The Marketing of a Made-Up Holiday

Hug Me
Dubious Brand-Led Holidays Holding Us Hostage

Groundhog Day, having just passed, seems like the wackiest, most made-up holiday, but at least it is not selling you anything.

Most everything about Valentine’s Day has design and marketing written all over it — from the graphic representation of a vital organ being a mold for candy to the weird, winged-baby firing arrows at unsuspecting passersby.

Love Does Cost a Thing

Many experts regard Valentine’s Day as the second-busiest holiday buying season every year. Cosmetics, jewelry and gadgets are often given as Valentine’s Day gifts; but just about any company can come up with a Valentine’s Day marketing campaign that’s perfectly gift-able.
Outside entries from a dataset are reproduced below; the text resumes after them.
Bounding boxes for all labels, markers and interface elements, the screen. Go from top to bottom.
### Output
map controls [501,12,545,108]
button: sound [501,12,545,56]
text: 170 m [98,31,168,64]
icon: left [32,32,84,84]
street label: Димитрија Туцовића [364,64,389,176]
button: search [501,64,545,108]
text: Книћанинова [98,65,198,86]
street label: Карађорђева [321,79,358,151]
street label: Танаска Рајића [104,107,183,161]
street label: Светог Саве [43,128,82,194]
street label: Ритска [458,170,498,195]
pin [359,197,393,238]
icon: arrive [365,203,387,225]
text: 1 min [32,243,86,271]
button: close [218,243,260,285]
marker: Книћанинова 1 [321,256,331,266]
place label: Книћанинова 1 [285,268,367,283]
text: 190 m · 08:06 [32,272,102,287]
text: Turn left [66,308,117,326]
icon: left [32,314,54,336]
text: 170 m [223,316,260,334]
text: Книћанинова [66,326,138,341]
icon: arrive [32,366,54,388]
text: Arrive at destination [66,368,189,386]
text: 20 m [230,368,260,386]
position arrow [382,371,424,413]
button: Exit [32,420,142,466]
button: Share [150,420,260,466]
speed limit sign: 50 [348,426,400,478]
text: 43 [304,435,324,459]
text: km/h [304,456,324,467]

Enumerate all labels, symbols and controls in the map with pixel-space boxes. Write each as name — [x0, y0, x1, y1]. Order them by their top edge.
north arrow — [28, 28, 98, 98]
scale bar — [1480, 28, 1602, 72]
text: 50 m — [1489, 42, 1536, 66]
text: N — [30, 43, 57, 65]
It is all a nice boost for retailers during the typically slower months of January and February.

Today, Hallmark reports Valentine’s Day is the second most popular holiday for card sending with 141 million cards sent per year. Okay, we’ll give Hallmark and Hershey’s the credit for modern Valentine’s Day.
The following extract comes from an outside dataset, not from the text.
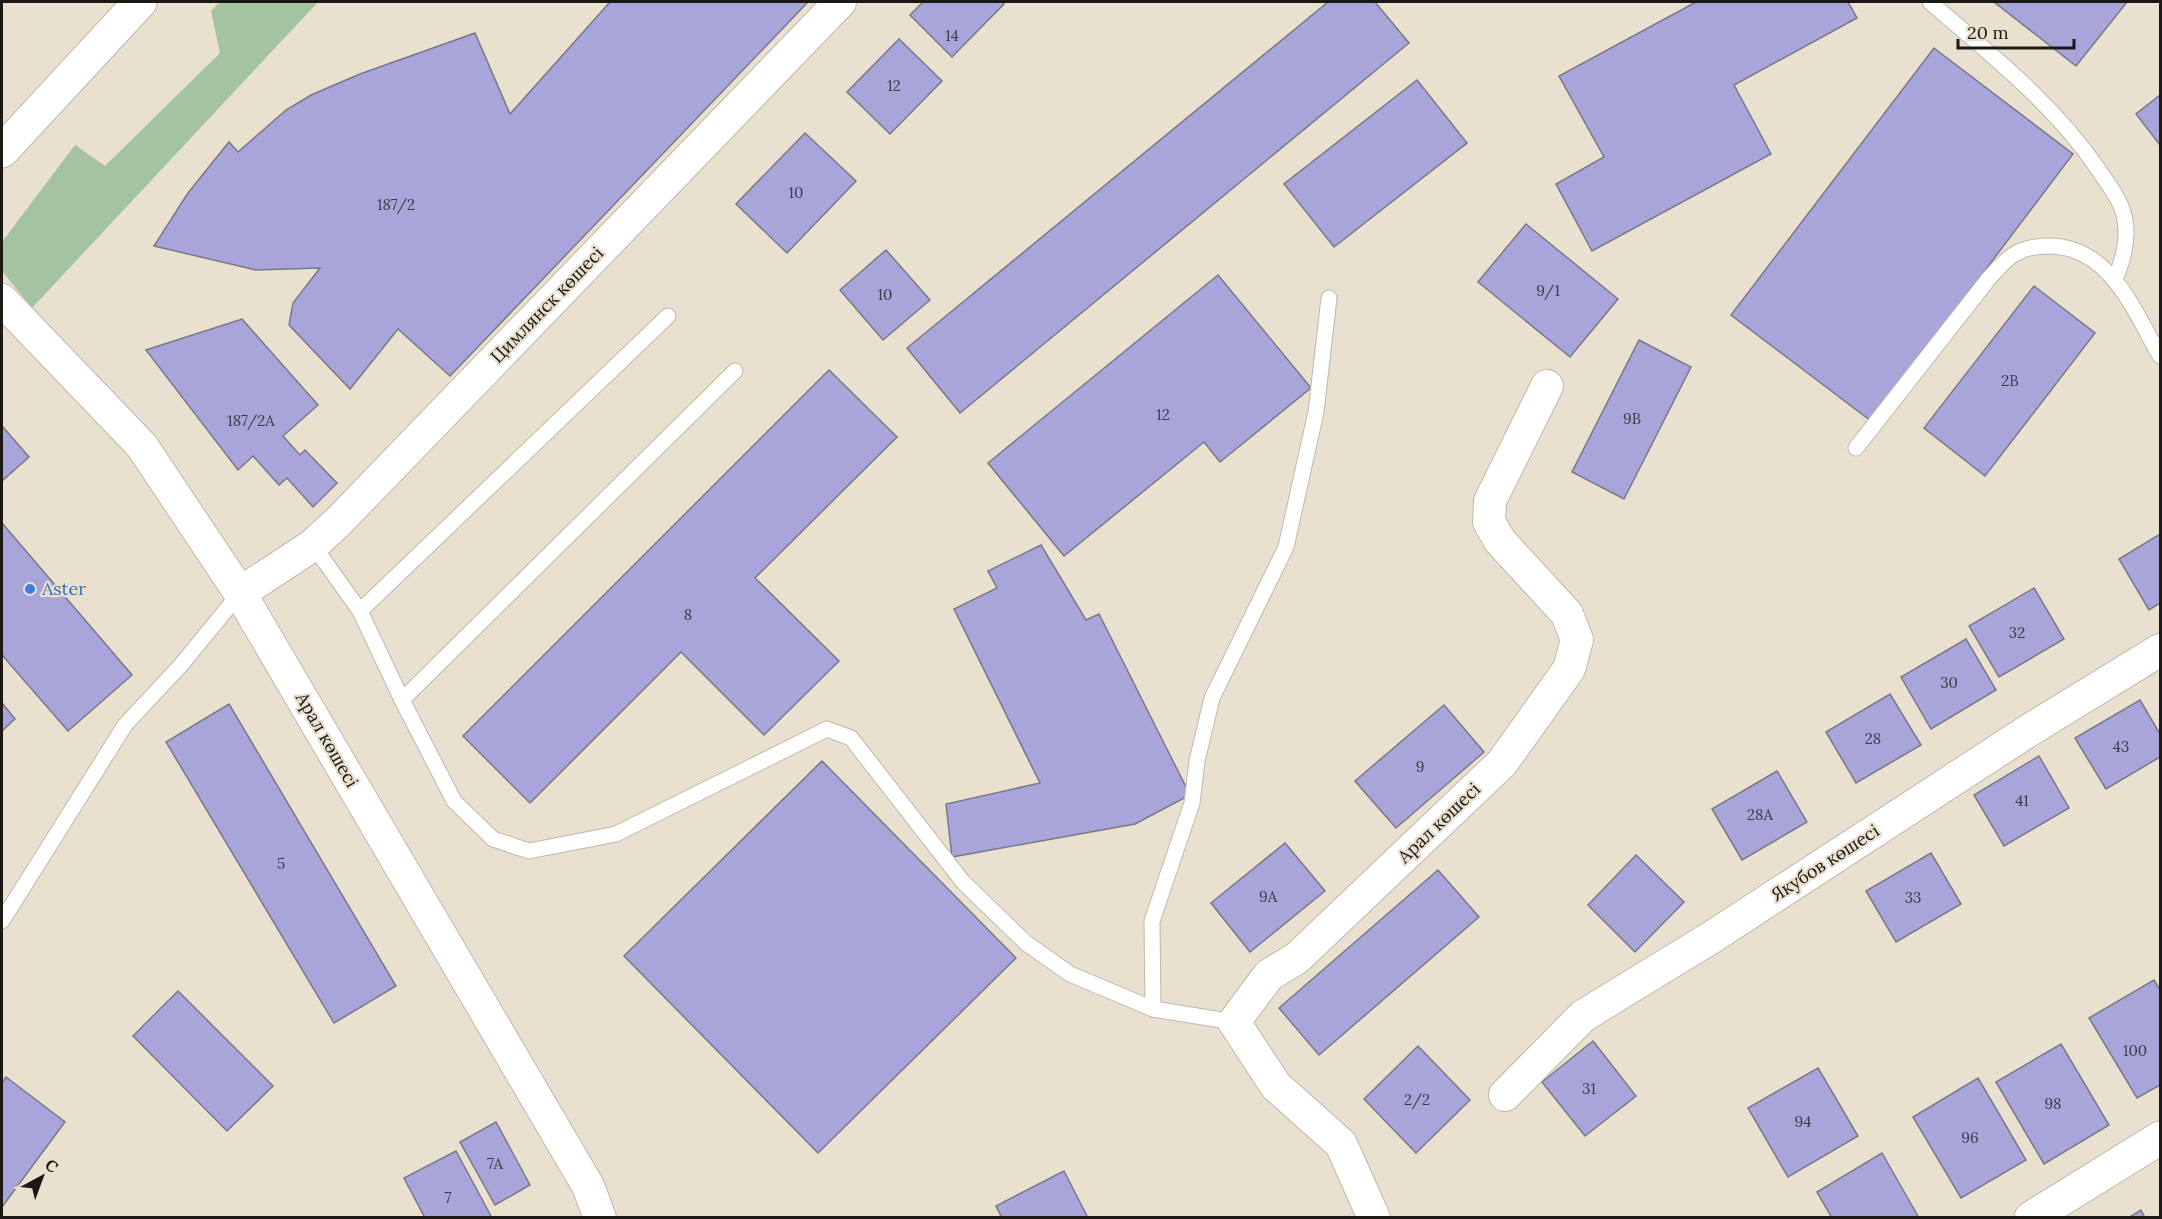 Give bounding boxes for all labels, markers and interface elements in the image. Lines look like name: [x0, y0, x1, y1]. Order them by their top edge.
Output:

Average annual spending on Valentine’s Day is over 3 billion dollars! Each average consumer spends over $115. And the average number of children conceived on Valentine’s Day is over 11, 000 in the US alone.

Valentine’s day is a cautionary tale. The example being “Buy her stuff or she won’t love you.” This is great, almost forceful marketing. Mother’s Day (and Father’s Day, kinda) is the same way.

Christmas = Money

Think about the Christmas season – promotions and sales have become such a major part of the cultural conversation that they have spawned an entirely new holiday called Black Friday. And before Coca-Cola made Santa Claus into a jolly, red-cheeked fat man, Christmas was a day to celebrate Jesus. Then the marketers got hold of it.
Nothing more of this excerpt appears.